What Is Artificial Intelligence?
Artificial intelligence refers to computer systems that can perform tasks that normally require human intelligence.
These tasks include:
- Understanding language
- Recognising images
- Analysing information
- Making predictions
- Solving problems
- Generating text, images, music and computer code
Unlike traditional computer programs that simply follow a fixed set of instructions, modern AI systems learn patterns from enormous amounts of data.
When you ask ChatGPT a question, use Google search, receive a Netflix recommendation or ask your phone for directions, artificial intelligence is often working behind the scenes.
Is AI Actually Intelligent?
Not in the way humans are. Despite the name, artificial intelligence does not think, feel or understand the world as people do. Current AI systems are better described as highly sophisticated pattern-recognition tools.
They analyse vast quantities of information and predict the most likely answer, response or action based on what they have learned from previous examples. AI can write an essay, generate an image or answer a question, but it does not possess consciousness, emotions, personal experiences or common sense.
AI is a tool rather than a mind.
Why Has AI Advanced So Quickly?
Three factors have combined to drive the recent explosion in artificial intelligence. First, computers have become dramatically more powerful. Second, enormous quantities of digital data are now available for training AI systems. Third, researchers have developed new machine-learning techniques that allow computers to identify patterns at unprecedented scale.
The result is technology that can now perform tasks that would have seemed impossible only a decade ago.
Where Is AI Already Being Used?
Many people use artificial intelligence every day without realising it. AI is already helping:
- Farmers monitor crops and predict yields
- Doctors identify disease patterns
- Businesses automate paperwork
- Banks detect fraud
- Manufacturers improve efficiency
- Emergency services analyse risks
- Students access tutoring tools
- Journalists conduct research
In agriculture, which remains important to the Hawkesbury economy, AI is increasingly being used to monitor soil conditions, optimise irrigation and improve farm management.
Will AI Replace Jobs?
This is the question generating the most debate. Throughout history, new technologies have changed the nature of work.
The Industrial Revolution reduced demand for many forms of manual labour while creating entirely new industries.
Computers replaced many clerical tasks but created millions of jobs in technology and services.
Artificial intelligence appears likely to follow a similar pattern.
Some jobs and tasks will become automated. Others will change significantly.
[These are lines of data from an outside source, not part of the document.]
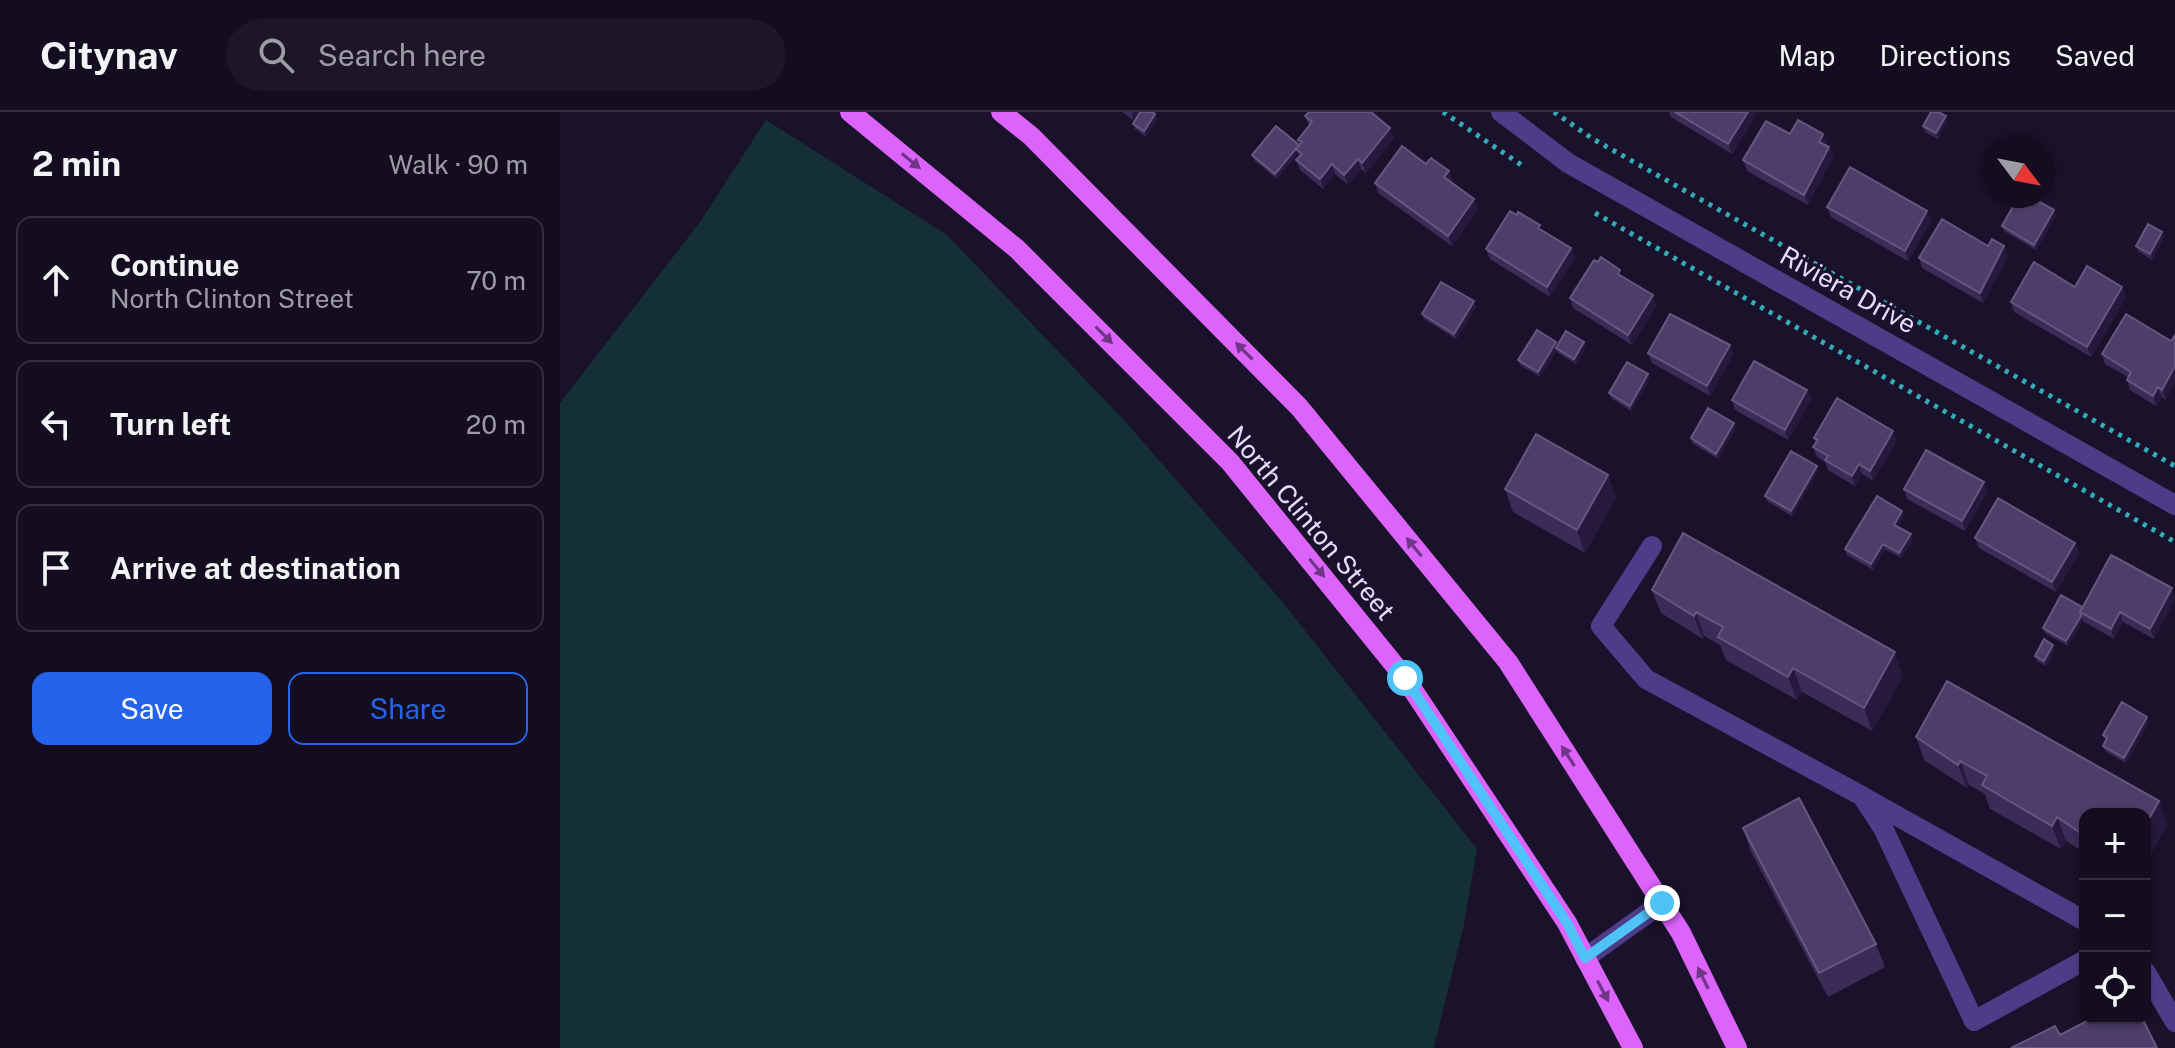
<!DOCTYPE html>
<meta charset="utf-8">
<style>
:root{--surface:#140d20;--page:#1d1629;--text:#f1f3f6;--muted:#9d9ca5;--line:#332d3e;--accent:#2563eb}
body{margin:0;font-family:"Public Sans",sans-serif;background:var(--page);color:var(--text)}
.controls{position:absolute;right:24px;bottom:24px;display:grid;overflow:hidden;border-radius:16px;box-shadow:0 2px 6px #0004}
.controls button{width:72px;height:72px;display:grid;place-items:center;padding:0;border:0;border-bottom:2px solid var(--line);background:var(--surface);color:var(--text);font:40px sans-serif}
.compass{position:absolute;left:1423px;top:24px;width:72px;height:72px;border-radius:50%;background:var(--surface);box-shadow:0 2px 6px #0004;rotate:122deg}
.stop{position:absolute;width:24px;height:24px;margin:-18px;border:6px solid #4fc3f7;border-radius:50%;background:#fff}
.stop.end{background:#4fc3f7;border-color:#fff;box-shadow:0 2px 8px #0008}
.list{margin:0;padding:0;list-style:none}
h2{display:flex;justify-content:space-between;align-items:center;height:104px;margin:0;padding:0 32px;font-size:34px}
h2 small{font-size:26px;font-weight:400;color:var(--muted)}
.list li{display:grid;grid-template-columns:52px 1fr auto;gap:24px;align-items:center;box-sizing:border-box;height:128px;margin:0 16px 16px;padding:0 16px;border:2px solid var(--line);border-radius:16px}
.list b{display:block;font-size:30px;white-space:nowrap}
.list p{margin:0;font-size:26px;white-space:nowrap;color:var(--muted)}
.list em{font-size:26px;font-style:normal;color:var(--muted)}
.actions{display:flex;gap:16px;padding:24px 32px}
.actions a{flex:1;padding:18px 0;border:2px solid var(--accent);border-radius:16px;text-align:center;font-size:28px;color:var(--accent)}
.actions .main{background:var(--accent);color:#fff}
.icon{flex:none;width:44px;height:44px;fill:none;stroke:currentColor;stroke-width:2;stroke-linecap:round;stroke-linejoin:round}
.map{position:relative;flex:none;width:1615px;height:936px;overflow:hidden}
header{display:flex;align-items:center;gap:48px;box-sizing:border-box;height:112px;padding:0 40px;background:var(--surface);border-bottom:2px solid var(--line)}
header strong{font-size:38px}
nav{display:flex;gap:44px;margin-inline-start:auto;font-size:28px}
.search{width:560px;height:72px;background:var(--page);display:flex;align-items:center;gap:20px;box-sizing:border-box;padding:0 28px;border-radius:44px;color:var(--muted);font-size:30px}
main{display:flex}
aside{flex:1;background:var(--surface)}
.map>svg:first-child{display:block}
</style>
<header>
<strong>Citynav</strong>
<div class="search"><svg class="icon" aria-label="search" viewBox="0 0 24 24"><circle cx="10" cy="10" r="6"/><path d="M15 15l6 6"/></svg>Search here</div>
<nav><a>Map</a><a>Directions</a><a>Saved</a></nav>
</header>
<main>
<aside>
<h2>2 min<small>Walk · 90 m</small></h2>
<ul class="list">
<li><svg class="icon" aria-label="ahead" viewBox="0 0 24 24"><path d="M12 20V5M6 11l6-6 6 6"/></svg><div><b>Continue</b><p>North Clinton Street</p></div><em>70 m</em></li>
<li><svg class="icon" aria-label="left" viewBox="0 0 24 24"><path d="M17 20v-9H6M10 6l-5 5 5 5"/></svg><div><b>Turn left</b></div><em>20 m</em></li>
<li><svg class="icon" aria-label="arrive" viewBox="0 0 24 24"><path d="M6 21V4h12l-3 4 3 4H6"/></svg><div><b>Arrive at destination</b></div></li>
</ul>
<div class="actions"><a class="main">Save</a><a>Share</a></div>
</aside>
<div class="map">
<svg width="1615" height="936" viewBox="0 0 1615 936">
<rect width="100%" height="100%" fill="#1a112a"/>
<path fill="#143034" d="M206 8 387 123 563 307 721 488 917 737 904 812 874 936H0V291L140 110Z"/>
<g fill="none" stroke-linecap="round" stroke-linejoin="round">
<path stroke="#33acba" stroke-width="5" stroke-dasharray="4 6" stroke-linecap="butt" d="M883 0 963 54
M994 0 1033 27 1615 354
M1035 101 1615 430"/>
<path stroke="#4d3d88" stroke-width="20" d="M941 0 1008 51 1615 393
M1092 434 1041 514 1086 567 1302 684 1323 716 1414 909 1525 848
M1305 686 1525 809
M1025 846 1102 791
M1585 859 1615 910"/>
<path stroke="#dc64fc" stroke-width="20" d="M290 0 457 137 670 350 845 566 1007 811 1073 936
M441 0 471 24 739 295 948 550 1121 821 1177 936"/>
</g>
<path fill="#3b2b57" d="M562 0H578L573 8Z
M1109 0H1195L1196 3 1172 42 1111 5Z
M595 2 597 7 586 25 575 17 573 12Z
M745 4 830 16 834 26 806 61 801 57 788 73 775 62 763 77 740 58 736 48 739 45 738 41 717 67 694 48 692 43 739 34 740 32 738 28 749 14Z
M1387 9 1378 27 1365 20 1363 14Z
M1230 22H1263L1267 32 1266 34 1269 35 1273 45 1248 93 1187 59 1183 48Z
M866 52 889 59 893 69 892 70 918 97 892 134 818 81 815 71Z
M1267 95 1371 109 1348 149 1271 105Z
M1496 104 1476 138 1444 119 1442 114Z
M982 118 1011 136 1015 146 990 185 930 147 926 137Z
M1604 125 1592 148 1578 139 1576 134Z
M1428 134H1444L1448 144 1423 191 1362 156 1359 146Z
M1063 165 1093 183 1096 194 1072 233 1013 196 1010 186Z
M1515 175H1562L1566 185 1531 245 1454 200 1451 190Z
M914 189 916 195 896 227 864 207 862 202Z
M1611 229 1606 288 1602 285 1596 294 1570 278 1567 268 1568 265 1545 252 1542 242Z
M996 230 997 234 1024 230 1026 235 1016 252 998 241 997 238 980 265 960 253 958 248Z
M1170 233 1173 243 1150 284 1092 251 1088 241Z
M1088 262 1090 267 1071 299 1051 286 1049 281Z
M1247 278 1251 288 1228 328 1175 298 1172 288Z
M1174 311 1176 316 1158 347 1132 331 1131 326Z
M1254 326 1337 329 1313 369 1302 362 1295 374 1268 358 1265 350 1257 345 1253 335 1255 331Z
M1258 359 1232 404 1207 389 1205 384Z
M1048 363 1056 386 1025 441 953 400 945 377Z
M1344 377 1427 380 1405 419 1347 387Z
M1342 399 1344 404 1338 415 1353 428 1341 446 1325 437 1313 458 1287 443 1285 437Z
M1415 426 1515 431 1519 441 1496 480 1419 436Z
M1612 476 1594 527 1563 510 1554 527 1523 509 1508 534 1485 521 1483 516 1522 495Z
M1092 478 1343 564 1312 619 1242 580 1237 588 1166 548 1160 533 1144 524 1143 527 1101 501Z
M1493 533 1495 538 1486 554 1477 549 1475 544Z
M1387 569 1599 689 1607 713 1585 752V702H1525V741L1506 729 1501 737 1430 697 1425 682 1409 673 1407 676 1364 648 1356 625Z
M1589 610 1566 651 1545 639 1543 634 1546 629 1543 623Z
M1183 716 1316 832 1325 855 1268 885 1191 740Z"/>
<path fill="#26193d" d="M573 0H578L573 8 572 2Z
M1188 0H1195L1196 3 1172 42 1168 32Z
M595 2 597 7 586 25 584 19Z
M1386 4 1387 9 1378 27 1376 21Z
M830 16 834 26 806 61 802 51Z
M1263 22 1267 32 1262 40 1259 30Z
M739 33 736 37 738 41 717 67 715 62Z
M1269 35 1273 45 1248 93 1244 83Z
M798 47 801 57 788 73 784 63Z
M772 52 775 62 763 77 760 67Z
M889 59 893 69 888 75 884 65Z
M914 87 918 97 892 134 888 124Z
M1494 98 1496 104 1476 138 1474 133Z
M1367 99 1371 109 1348 149 1345 139Z
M1602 120 1604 125 1592 148 1590 142Z
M1444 134 1448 144 1423 191 1420 181Z
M1011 136 1015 146 990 185 987 175Z
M1562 175 1566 185 1531 245 1527 235Z
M1093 183 1096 194 1072 233 1068 223Z
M914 189 916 195 896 227 894 222Z
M996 230 998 236 980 265 978 260Z
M1024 230 1026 235 1016 252 1014 247Z
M1170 233 1173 243 1150 284 1147 274Z
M1615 254V271L1606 288 1602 278Z
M1088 262 1090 267 1071 299 1070 294Z
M1598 275 1602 285 1596 294 1593 284Z
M1247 278 1251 288 1228 328 1225 318Z
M1174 311 1176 316 1158 347 1156 342Z
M1333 319 1337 329 1313 369 1310 359Z
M1299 352 1302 362 1295 374 1292 364Z
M1257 354 1258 359 1232 404 1231 399Z
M1048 363 1056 386 1025 441 1017 418Z
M1424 370 1427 380 1405 419 1402 409Z
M1342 399 1344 404 1336 418 1334 413Z
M1351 422 1353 428 1341 446 1339 441Z
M1515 431 1519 441 1496 480 1492 470Z
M1323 432 1325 437 1313 458 1311 452Z
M1612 476 1615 488 1594 527 1590 517Z
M1136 500 1144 524 1143 527 1134 504Z
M1560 500 1563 510 1554 527 1551 517Z
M1521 504 1523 509 1508 534 1506 529Z
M1493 533 1495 538 1486 554 1484 549Z
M1335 540 1343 564 1312 619 1304 596Z
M1233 556 1242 580 1237 588 1228 565Z
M1587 605 1589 610 1566 651 1564 646Z
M1400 649 1409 673 1407 676 1398 653Z
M1599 689 1607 713 1585 752V714Z
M1497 705 1506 729 1501 737 1492 714Z"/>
<path fill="#4d3e69" stroke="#655780" stroke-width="2" d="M580 0H592L595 2 584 19 573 12Z
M749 0H811L830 16 802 51 798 47 784 63 772 52 760 67 736 48 742 42 736 37 742 30 738 28 752 10 745 4Z
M1115 0H1188L1168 32Z
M1371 0H1378L1386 4 1376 21 1363 14Z
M1238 8 1263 22 1259 30 1269 35 1244 83 1183 48 1206 9 1230 22Z
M716 14 739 33 715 62 692 43Z
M842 34 866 52 871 46 889 59 884 65 914 87 888 124 815 71Z
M1290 55 1367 99 1345 139 1267 95Z
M1459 84H1469L1494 98 1474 133 1442 114Z
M950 99 957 103 958 100 980 113 978 116 1011 136 987 175 926 137Z
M1382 107 1428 134 1432 127 1444 134 1420 181 1359 146Z
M1588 112 1602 120 1590 142 1576 134Z
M1041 145 1060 158 1058 162 1093 183 1068 223 1010 186 1034 148 1038 150Z
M1474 150 1515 175 1527 154 1562 175 1527 235 1451 190Z
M881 170 914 189 894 222 862 202Z
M1110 202 1170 233 1147 274 1088 241Z
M1566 202 1611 229 1615 223V254L1602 278 1598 275 1593 284 1567 268 1571 260 1542 242Z
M977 218 996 230 978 260 958 248Z
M1006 219 1024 230 1014 247 996 236Z
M1194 249 1247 278 1225 318 1172 288Z
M1067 250 1088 262 1070 294 1049 281Z
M1277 286 1333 319 1310 359 1299 352 1292 364 1265 348 1268 344 1253 335 1258 328 1254 326Z
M1148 296 1174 311 1156 342 1131 326Z
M976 322 1048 363 1017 418 945 377Z
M1366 338 1424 370 1402 409 1344 377Z
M1231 339 1257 354 1231 399 1205 384Z
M1317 384 1342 399 1334 413 1351 422 1339 441 1323 432 1311 452 1285 437Z
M1438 386 1515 431 1492 470 1415 426Z
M1123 421 1335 540 1304 596 1233 556 1228 565 1158 525 1163 515 1136 500 1134 504 1092 478Z
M1551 443 1612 476 1590 517 1560 500 1551 517 1520 500Z
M1501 483 1522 495 1520 500 1521 504 1506 529 1483 516Z
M1484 527 1493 533 1484 549 1475 544Z
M1387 569 1599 689 1585 714V702H1525V724L1497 705 1492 714 1422 673 1427 664 1400 649 1398 653 1356 625Z
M1562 590 1587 605 1564 646 1543 634 1547 626 1543 623Z
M1239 686 1316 832 1259 861 1183 716Z
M1533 906H1582L1597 936H1451L1495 914 1500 923Z"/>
<defs><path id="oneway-solid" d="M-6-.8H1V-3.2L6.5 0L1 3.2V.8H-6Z" transform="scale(2)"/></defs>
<g fill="#713688">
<use href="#oneway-solid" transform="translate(351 49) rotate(39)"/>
<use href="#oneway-solid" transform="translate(544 223) rotate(45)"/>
<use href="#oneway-solid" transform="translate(684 239) rotate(-135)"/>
<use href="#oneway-solid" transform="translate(854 435) rotate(-129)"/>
<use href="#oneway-solid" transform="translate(757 456) rotate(51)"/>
<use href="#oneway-solid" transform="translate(1008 644) rotate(-123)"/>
<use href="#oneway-solid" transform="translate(1143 866) rotate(-116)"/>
<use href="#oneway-solid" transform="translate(1043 879) rotate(62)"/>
</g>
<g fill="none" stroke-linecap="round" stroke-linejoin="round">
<path stroke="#4fc3f7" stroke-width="10" d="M845 566 1007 811 1025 846 1102 791"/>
</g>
<g text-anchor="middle" stroke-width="6" stroke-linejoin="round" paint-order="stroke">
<g font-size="26" fill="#e5dbfe" stroke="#1a112a">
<text transform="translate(1288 178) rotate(29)" y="9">Riviera Drive</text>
<text transform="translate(751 411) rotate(50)" y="9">North Clinton Street</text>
</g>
</g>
</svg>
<div class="controls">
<button>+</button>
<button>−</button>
<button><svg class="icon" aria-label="locate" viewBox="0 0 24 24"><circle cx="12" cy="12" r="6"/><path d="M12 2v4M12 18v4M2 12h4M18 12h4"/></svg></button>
</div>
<svg class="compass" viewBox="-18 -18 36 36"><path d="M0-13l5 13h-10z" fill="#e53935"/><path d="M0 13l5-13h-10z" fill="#9d9ca5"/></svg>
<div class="stop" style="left:845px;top:566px"></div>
<div class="stop end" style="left:1102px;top:791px"></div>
</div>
</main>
New occupations that do not yet exist are also likely to emerge.
The uncertainty lies in how quickly these changes will occur and whether workers can adapt fast enough.
What Are the Risks?
Experts have identified several challenges associated with artificial intelligence.
These include:
- Job displacement
- Privacy concerns
- Misinformation and fake content
- Bias in decision-making systems
- Cybersecurity risks
- Overreliance on automated systems
Many governments are now considering how AI should be regulated to ensure it remains safe, transparent and accountable.
What Does It Mean for the Hawkesbury?
Artificial intelligence is not a robot takeover, nor is it a magic solution to every problem. It is a powerful new tool that is likely to become as common as the internet, smartphones and personal computers.
Like every major technological change, it will create winners and losers, opportunities and challenges.
The communities that benefit most are likely to be those that understand the technology, prepare for change and ensure that innovation works for people rather than the other way around.